A customizable, pluggable, and scalable Retrieval-Augmented Generation (RAG) framework designed to streamline the process of building AI-powered applications that require knowledge-grounded text generation. This framework provides end-to-end components for retrieval, processing, and generation, while allowing users to plug in custom modules at every stage.
- Pluggable Design: Easily integrate custom modules for retrieval, preprocessing, and generation.
- Framework-Agnostic: Compatible with popular frameworks like LangChain, LLAMAIndex etc.
- Customizable Pipelines: Configure workflows tailored to your use case (e.g., question answering, summarization, etc.).

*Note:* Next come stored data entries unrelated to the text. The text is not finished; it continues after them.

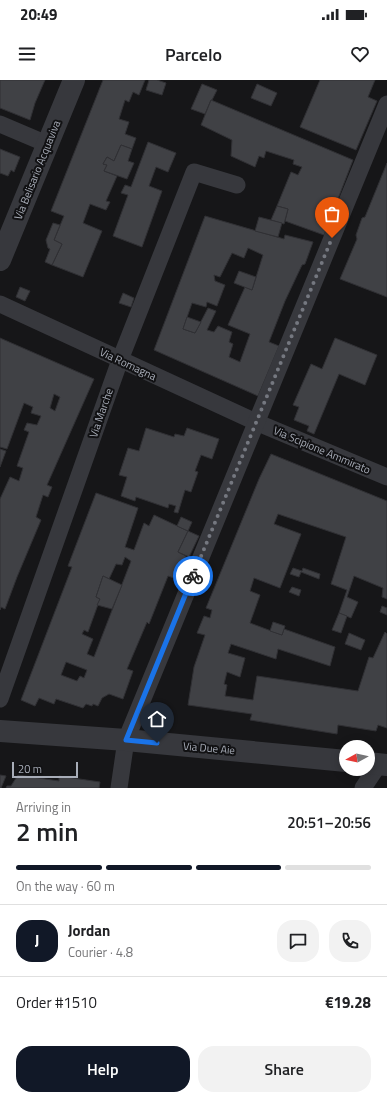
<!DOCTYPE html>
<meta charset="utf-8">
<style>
:root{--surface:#fff;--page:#f2f2f2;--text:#202124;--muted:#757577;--line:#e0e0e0;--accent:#111827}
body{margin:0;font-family:"Titillium Web",sans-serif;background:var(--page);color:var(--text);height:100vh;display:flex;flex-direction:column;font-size:15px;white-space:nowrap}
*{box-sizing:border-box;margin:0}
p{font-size:13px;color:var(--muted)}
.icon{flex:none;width:22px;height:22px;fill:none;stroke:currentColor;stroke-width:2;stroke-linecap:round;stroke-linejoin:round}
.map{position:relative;height:708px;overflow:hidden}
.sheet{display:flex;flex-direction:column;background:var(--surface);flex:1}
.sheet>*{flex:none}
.needle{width:26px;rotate:262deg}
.tools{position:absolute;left:339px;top:660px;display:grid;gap:8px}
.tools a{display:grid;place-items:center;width:36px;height:36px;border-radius:50%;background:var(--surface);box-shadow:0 2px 10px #0003;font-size:20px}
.scale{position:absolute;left:12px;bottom:10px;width:66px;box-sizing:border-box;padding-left:4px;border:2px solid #a8adb8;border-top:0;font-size:11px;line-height:14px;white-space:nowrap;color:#a8adb8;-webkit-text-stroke:3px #111113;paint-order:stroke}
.pin{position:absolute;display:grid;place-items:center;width:34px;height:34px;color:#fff;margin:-41px -17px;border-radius:50% 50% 50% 0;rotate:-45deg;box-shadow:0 0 4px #0007}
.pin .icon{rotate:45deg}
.courier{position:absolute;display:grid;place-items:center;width:40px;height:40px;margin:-20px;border:3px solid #1a73e8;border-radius:50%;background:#fff;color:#222;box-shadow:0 1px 5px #0007}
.summary em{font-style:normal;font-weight:600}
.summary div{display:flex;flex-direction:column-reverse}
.summary{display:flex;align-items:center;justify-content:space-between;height:68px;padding:0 16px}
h1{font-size:26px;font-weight:600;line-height:30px}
.bar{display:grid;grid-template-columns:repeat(4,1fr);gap:6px 4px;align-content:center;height:48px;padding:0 16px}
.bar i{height:5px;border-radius:3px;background:var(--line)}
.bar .on{background:var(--accent)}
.bar p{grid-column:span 4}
.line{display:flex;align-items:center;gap:10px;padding:0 16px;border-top:1px solid var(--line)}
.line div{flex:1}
.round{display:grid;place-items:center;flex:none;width:42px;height:42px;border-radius:16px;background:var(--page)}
.primary-button{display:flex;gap:8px;margin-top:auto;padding:8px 16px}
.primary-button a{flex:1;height:46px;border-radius:16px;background:var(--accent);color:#fff;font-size:16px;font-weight:600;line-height:46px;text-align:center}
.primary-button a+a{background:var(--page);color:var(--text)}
.status{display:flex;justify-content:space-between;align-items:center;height:28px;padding:0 20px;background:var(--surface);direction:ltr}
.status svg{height:11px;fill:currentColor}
header{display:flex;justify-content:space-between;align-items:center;height:52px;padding:0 16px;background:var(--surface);font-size:18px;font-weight:600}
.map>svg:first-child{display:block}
.building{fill:#404145;stroke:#303034;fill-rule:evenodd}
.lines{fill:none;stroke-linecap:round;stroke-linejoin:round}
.minor{stroke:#37383d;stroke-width:17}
.tertiary{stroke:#37383d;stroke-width:22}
.done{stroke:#757880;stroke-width:4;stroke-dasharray:0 7.2}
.route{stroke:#1a73e8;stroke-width:5}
.labels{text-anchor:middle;stroke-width:4;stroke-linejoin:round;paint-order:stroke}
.street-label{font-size:11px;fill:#a8adb8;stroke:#111113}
</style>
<div class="status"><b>20:49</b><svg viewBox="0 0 49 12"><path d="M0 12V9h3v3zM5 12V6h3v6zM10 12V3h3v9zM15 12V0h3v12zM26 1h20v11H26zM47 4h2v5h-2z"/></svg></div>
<header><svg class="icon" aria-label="menu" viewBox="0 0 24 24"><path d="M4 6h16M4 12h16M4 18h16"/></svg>Parcelo<svg class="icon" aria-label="heart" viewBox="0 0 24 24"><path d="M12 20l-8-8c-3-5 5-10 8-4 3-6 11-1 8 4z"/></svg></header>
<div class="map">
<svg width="387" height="708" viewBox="0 0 387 708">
<rect width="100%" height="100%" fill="#161618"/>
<g class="building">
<path d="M0 0H45L35 23 30 40 0 28Z"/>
<path d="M103 0H145L139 15 133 12 129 22 125 20 119 39 129 42 125 54 136 58 132 69 121 65 114 81 107 77 103 84 107 85 104 91 117 96 106 121 110 122 106 130 90 124 83 143 102 151 83 197 52 185 62 164 54 160 64 136 51 131Z"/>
<path d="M149 0H157L166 3 162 15 146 10Z"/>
<path d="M320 0H375L368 17 377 21 356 70 300 47Z"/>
<path d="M202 4 217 10 212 20H211L205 34 191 29Z"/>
<path d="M257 4 277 13 271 26 251 18Z"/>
<path d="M211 20 353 80 324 155 285 141 288 129 277 126 291 92 298 95 302 87 293 84 294 80 266 71 264 78 259 76 255 87 231 76 232 60 201 45Z"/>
<path d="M148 62 176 73 168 92 156 87 149 106 162 111 142 167 113 156 128 115 121 113 125 105 131 107Z"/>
<path d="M121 65 132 69 128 81 134 83 127 99 104 91 107 85 103 84 107 77 114 81Z"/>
<path d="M0 69 20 77 14 92 11 90 8 96 0 93Z"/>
<path d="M387 83V217L340 199 357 159 356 155 362 138 365 137Z"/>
<path d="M277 126 288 129 284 144 271 140Z"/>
<path d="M205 136 284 159 285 155 313 162 305 184 302 185 285 221 269 262 279 266 258 316 154 270ZM248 168 263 175 252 210 245 207 228 245 250 254 240 282 229 277 233 264 229 262 232 252 218 246 214 252 207 250 216 231 208 228 195 253 183 249 192 223 206 227 207 222 217 226 225 205 215 201 214 195 220 197 232 173 244 178Z"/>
<path d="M259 137 282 143 278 157 255 151Z"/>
<path d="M53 143 60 145 54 160 62 164 52 185 45 182 50 169 48 168 46 160Z"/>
<path d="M239 191 256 197 252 210 234 203Z"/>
<path d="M20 207 30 211 25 221 16 217Z"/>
<path d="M123 213 134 218 131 227 119 223Z"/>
<path d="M187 237 201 242 195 253 183 249Z"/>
<path d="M0 258 94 299 47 405 52 407 48 417 43 415 36 437 41 440 17 497 5 529 1 527 0 530V419L10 397 19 401 23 388 17 386 29 352 24 350 27 343 37 345 41 336 31 333 33 327 24 323 7 369 0 367ZM54 314 60 317 55 331 50 328Z"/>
<path d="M335 258 377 275 365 305 339 294 314 354 307 351 309 346 294 340 299 327 293 325 311 284 322 289Z"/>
<path d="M146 348 174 357 175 354 184 356 187 348 219 359 212 379 201 375 195 391 198 392 191 412 185 410 178 433 174 432 176 426 169 424 168 428 136 417 135 421 121 416 127 397 119 395 128 368 139 371Z"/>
<path d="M0 369 6 371 0 387Z"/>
<path d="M271 374 387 421V519L382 517 383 508 354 496 347 517 358 522 351 538 339 533 347 510 331 504 346 457 278 434 274 444 301 454 280 508 254 498 250 511 260 515 250 543 282 555 284 549 335 567 330 586 278 569 276 579 231 564 228 573 245 578 240 597 227 592 224 604 227 605 225 616 253 620 257 596 358 611 369 577 373 578 385 552 387 554V648L378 645 376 651 338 645 337 654 250 640 252 634 188 625 194 587 205 555 197 553 204 536 210 538 212 530 206 528 259 399Z"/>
<path d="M96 413 138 428 125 467 134 470 144 443 149 446 154 435 188 451 178 472 186 476 177 499 168 496 149 544 147 542 127 589 133 591 123 619 109 614 102 618 98 626 93 624 92 626 86 624 83 628 56 619 54 624 39 618 35 626 21 620 72 487 68 486ZM125 477 131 481 94 577 87 574 93 559 82 554 84 550 88 552 100 519 96 517 103 496 109 499 116 484 122 485ZM66 582 87 590 84 598 80 596 77 601 61 595Z"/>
<path d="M181 437 192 442 188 451 177 446Z"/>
<path d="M188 451 199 456 189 477 178 472Z"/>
<path d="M293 488 302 491 303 488 320 494 319 499 301 492 299 497 290 494Z"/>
<path d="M103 496 122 505 112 529 97 525 100 519 96 517Z"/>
<path d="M292 507 301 510 299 516 289 512Z"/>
<path d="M382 526 387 528V535L380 532Z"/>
<path d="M339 533 347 536 341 553 332 550Z"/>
<path d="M273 542 285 546 282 555 270 551Z"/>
<path d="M349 553 365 560 361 570 345 564Z"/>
<path d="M0 695 6 696 1 708H0Z"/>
<path d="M18 695 59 701V696L100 702 99 708H6L7 706H11Z"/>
</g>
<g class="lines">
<g class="minor">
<path d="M0 44 47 64"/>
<path d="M0 224 256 342 387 397"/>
<path d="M0 619 120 280 194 92 237 105"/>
<path d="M119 708 126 660 387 24"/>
<path d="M363 708 379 684"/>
</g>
<g class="tertiary">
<path d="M0 180 74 0"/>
<path d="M0 651 126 660 346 681"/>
<path d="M368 683 387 685"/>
</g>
</g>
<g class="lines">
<path class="done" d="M193 496 332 158"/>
<path class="route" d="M157 663 126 660 193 496"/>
</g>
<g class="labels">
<g class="street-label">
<text transform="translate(37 90) rotate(-68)" y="4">Via Belisario Acquaviva</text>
<text transform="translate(128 284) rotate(25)" y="4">Via Romagna</text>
<text transform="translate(101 333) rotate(-71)" y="4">Via Marche</text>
<text transform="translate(322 370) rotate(23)" y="4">Via Scipione Ammirato</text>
<text transform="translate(209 668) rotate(5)" y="4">Via Due Aie</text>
</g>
</g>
</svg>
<div class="tools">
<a><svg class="needle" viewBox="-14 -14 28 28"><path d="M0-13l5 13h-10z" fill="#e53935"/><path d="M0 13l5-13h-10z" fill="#757577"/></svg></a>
</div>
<div class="scale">20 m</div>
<div class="pin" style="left:332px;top:158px;background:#ea580c"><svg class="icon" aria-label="bag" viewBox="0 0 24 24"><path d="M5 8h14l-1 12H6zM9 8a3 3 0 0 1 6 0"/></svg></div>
<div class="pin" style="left:157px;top:663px;background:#1f2937"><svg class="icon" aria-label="home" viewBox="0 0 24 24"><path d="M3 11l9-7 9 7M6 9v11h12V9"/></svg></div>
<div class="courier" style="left:193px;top:496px"><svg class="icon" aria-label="bike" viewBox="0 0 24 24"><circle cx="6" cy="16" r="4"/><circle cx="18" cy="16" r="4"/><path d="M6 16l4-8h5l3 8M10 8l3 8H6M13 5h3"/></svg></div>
</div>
<section class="sheet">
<div class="summary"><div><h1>2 min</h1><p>Arriving in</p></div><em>20:51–20:56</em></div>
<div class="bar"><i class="on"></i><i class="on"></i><i class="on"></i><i></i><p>On the way · 60 m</p></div>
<div class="line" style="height:72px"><b class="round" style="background:var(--accent);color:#fff">J</b><div><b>Jordan</b><p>Courier · 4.8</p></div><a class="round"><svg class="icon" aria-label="chat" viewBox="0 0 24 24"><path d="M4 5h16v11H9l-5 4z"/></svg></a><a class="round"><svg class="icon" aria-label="phone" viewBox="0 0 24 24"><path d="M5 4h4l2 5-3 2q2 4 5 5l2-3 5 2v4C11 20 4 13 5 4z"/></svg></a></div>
<div class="line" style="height:52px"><div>Order #1510</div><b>€19.28</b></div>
<div class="primary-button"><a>Help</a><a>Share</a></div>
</section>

- Scalability: Deploy locally or in distributed cloud environments.
- Pre-built Modules: Includes commonly used retrieval and generation backends for quick setup.
- Integration Friendly: Supports REST APIs, message queues, and file-based inputs/outputs
The default implementation of the RAG framework is designed for optimal performance with the following stack:
- Pipeline: Haystack, AI orchestration framework to build customizable, production-ready LLM applications
- Vector Database: Milvus, a cloud-native vector database, storage
- Embedding Model:
sentence-transformers/all-MiniLM-L12-v2
pre-trained embedding model from Hugging Face for vectorization - LLM:
mistral-7b-v0.1
- Document Parser: Docling parses documents and exports them to the desired format with ease and speed
Python 3.9+
Clone the repository:
git clone [email protected]:redhat-et/PRAGmatic.git
cd PRAGmatic
Install dependencies:
pip install -r requirements.txt
We have a simple demo script test/sanity_test.py
that you can run to test the RAG pipeline.
Before running the script, make sure to update the API calls to reflect your setup as well as your preferred settings.
You can view all configurable parameters under pragmatic/settings.py
.
Each of the parameters can be altered either by directly modifying the default value or by overwriting it in an API call.
Please refer to the code for examples.
Settings that you might need to override as explained above include, among the rest:
milvus_server_url
- You can replace this with your hosted Milvus vector DB endpoint else use the default which will be an in-memory local deployment of Milvus Litellm_base_url
- The LLM serving endpoint you would like to interact with. It can either be a locally running LLM or a hosted LLMllm
- The corresponding model name of the LLM being served at the above specified URL
Once all the parameters/settings have been defined, you can run the following:
python test/sanity_test.py
The test/sanity_test.py
script includes example PDFs that are processed and converted into JSON format using Docling. These JSON files are then indexed as embeddings in the Milvus vector database. The script also provides sample queries that are run through the RAG pipeline, allowing you to observe the generated responses.